The receptor pharmacology is distinct from the GLP-1 / GIP / glucagon-receptor incretin class. Amylin signals through heterodimeric complexes formed when the calcitonin receptor (CTR) associates with one of three receptor-activity-modifying proteins — RAMP1 produces AMY1, RAMP2 produces AMY2, RAMP3 produces AMY3. Pramlintide is a balanced agonist across these subtypes and retains affinity for the calcitonin receptor itself (Westermark et al., Physiol Rev 2011, 91(3):795–826). Three downstream effects matter clinically. First, slowed gastric emptying — pramlintide 30–90 µg subcutaneous prolongs gastric half-emptying time substantially in type 1 diabetes (Kong et al., Diabetologia 1998, 41(5):577–583) and type 2 (Vella et al., Neurogastroenterol Motil 2002, 14(2):123–131). Second, direct suppression of post-prandial glucagon secretion from pancreatic α-cells — a distinct mechanism from the indirect glucagon suppression of GLP-1 receptor agonists, and one that addresses the inappropriate hyperglucagonemia characteristic of insulin-deficient diabetes. Third, central satiety: amylin receptors in the area postrema and parabrachial nucleus project into hypothalamic and mesolimbic appetite circuits, producing meal-terminating satiety that is mechanistically complementary to GLP-1 signaling rather than redundant with it. Reported amylin:insulin secretion ratios vary across studies (roughly 1:10 to 1:100), but the underlying point is consistent: amylin is a low-abundance co-hormone, and insulin-deficient diabetes is functionally amylin-deficient as well.

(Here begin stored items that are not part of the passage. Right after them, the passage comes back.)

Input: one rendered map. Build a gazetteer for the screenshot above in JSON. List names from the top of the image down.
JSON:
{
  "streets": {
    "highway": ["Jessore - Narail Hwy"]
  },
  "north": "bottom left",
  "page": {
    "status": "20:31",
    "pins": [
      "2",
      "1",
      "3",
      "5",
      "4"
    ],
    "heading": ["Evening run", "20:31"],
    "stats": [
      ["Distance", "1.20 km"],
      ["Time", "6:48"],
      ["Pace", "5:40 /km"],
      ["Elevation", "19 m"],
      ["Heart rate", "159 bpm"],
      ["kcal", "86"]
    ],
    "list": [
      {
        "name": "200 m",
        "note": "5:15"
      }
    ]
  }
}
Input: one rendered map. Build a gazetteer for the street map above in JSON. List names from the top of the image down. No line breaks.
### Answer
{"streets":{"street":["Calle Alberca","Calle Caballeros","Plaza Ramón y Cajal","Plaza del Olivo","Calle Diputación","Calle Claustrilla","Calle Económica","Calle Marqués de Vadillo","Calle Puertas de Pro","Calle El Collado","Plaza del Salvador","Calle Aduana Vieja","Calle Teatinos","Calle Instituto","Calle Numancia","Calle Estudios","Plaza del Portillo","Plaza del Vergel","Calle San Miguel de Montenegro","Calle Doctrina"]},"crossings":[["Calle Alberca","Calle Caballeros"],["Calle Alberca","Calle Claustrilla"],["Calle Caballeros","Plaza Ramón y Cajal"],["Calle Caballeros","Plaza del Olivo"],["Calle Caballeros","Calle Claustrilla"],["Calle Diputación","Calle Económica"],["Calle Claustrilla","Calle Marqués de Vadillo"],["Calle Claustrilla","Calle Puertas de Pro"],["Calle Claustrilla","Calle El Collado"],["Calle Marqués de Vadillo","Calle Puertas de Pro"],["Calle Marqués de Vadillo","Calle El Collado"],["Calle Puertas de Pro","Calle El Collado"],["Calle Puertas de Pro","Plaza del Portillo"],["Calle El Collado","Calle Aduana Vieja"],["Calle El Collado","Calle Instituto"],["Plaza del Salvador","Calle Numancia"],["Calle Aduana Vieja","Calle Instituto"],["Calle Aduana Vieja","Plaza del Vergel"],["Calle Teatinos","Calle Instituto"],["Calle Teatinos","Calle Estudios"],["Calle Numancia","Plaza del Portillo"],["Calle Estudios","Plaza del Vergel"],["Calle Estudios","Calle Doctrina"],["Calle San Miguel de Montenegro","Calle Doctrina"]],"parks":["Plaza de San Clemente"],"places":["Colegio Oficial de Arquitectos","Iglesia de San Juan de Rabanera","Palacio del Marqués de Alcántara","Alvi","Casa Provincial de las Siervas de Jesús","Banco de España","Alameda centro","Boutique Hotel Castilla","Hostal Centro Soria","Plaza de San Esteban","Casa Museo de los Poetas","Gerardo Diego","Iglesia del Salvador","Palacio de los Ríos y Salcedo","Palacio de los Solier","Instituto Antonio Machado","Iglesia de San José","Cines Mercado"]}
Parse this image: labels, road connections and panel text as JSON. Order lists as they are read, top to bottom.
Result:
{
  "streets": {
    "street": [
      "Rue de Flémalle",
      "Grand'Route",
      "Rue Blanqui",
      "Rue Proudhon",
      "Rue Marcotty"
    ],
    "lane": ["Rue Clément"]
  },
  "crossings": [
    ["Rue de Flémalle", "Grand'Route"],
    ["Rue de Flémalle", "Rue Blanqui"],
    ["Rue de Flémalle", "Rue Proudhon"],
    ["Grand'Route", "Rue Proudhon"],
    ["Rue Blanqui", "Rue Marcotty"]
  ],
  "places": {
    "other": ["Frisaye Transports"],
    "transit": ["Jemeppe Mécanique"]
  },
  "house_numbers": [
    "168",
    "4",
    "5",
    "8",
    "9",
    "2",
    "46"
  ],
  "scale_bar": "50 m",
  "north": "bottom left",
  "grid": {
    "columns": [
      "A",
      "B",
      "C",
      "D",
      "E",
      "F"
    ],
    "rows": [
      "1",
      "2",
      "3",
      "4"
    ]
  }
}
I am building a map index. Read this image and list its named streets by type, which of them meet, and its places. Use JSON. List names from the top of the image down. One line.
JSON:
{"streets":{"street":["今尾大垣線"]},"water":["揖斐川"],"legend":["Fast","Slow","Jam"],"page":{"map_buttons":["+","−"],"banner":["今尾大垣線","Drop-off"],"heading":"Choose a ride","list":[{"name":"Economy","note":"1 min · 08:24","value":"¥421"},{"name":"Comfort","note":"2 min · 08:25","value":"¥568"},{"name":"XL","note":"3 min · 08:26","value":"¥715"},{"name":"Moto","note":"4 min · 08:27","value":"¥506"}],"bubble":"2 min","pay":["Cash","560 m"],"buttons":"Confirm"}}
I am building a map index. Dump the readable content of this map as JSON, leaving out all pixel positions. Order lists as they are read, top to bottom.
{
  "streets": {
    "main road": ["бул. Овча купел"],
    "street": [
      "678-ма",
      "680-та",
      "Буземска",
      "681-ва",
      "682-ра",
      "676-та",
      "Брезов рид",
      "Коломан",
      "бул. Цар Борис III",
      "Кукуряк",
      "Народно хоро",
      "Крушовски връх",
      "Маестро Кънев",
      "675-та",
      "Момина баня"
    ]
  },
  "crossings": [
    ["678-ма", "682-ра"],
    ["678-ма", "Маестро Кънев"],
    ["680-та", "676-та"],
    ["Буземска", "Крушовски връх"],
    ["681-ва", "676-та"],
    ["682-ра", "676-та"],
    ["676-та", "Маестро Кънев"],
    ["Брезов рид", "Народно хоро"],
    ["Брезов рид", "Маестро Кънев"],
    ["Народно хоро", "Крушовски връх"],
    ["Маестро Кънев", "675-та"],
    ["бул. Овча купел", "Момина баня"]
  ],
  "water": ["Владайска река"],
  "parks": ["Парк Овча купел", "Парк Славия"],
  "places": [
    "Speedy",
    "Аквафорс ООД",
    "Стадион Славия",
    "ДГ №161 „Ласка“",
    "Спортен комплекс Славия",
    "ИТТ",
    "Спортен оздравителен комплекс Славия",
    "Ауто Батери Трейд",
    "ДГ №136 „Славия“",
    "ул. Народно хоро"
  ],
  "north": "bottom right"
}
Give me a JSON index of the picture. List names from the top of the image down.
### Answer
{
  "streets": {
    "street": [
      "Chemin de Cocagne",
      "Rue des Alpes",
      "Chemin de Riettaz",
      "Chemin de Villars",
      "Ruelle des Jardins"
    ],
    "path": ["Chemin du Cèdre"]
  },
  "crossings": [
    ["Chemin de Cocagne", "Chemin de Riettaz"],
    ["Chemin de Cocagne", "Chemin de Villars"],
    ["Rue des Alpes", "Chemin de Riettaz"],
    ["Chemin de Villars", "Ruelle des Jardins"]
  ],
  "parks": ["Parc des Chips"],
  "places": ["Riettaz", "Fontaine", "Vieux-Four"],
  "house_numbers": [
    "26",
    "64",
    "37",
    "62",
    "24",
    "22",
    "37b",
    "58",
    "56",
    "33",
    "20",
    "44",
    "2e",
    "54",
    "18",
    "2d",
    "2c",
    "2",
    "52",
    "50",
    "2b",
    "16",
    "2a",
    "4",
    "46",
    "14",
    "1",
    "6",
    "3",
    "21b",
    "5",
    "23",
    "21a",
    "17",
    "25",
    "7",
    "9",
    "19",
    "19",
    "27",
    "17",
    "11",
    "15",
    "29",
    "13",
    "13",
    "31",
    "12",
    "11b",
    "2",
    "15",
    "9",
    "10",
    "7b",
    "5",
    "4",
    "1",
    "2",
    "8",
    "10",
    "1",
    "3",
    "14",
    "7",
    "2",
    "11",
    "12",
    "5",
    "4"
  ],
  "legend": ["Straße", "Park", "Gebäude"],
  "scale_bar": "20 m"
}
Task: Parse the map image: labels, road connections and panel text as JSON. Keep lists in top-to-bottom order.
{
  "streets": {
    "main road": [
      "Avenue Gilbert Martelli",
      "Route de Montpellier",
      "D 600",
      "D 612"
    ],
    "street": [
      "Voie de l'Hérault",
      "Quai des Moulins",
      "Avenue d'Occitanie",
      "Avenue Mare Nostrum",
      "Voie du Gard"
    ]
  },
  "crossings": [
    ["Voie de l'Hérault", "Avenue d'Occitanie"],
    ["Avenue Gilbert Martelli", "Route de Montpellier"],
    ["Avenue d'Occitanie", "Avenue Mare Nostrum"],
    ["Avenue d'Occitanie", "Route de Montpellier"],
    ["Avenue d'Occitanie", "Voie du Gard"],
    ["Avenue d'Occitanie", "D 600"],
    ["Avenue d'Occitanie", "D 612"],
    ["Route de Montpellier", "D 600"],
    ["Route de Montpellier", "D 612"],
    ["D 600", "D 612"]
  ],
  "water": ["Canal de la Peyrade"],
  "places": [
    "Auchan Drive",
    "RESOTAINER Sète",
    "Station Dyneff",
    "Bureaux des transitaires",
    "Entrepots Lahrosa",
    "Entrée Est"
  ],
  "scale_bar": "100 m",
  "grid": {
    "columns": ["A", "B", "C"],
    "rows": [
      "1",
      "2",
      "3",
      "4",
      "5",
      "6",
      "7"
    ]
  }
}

Pramlintide is a clinically real but commercially small drug and a load-bearing scientific result. It is the only amylin analog approved for human use as of this entry's last review, FDA-approved as Symlin on March 16, 2005 (originally Amylin Pharmaceuticals; rights transferred to Bristol-Myers Squibb in 2012 and AstraZeneca in 2013) for adjunctive use with mealtime insulin in adults with type 1 or type 2 diabetes not at glycemic target. The label scope is narrow: pramlintide is not approved as monotherapy, not approved for use outside insulin therapy, not approved for obesity, and carries a boxed warning for severe insulin-induced hypoglycemia with a mandatory 50% mealtime insulin dose reduction at initiation. These constraints, more than the underlying pharmacology, are what kept Symlin a niche product in the era before semaglutide and tirzepatide defined the modern incretin obesity envelope.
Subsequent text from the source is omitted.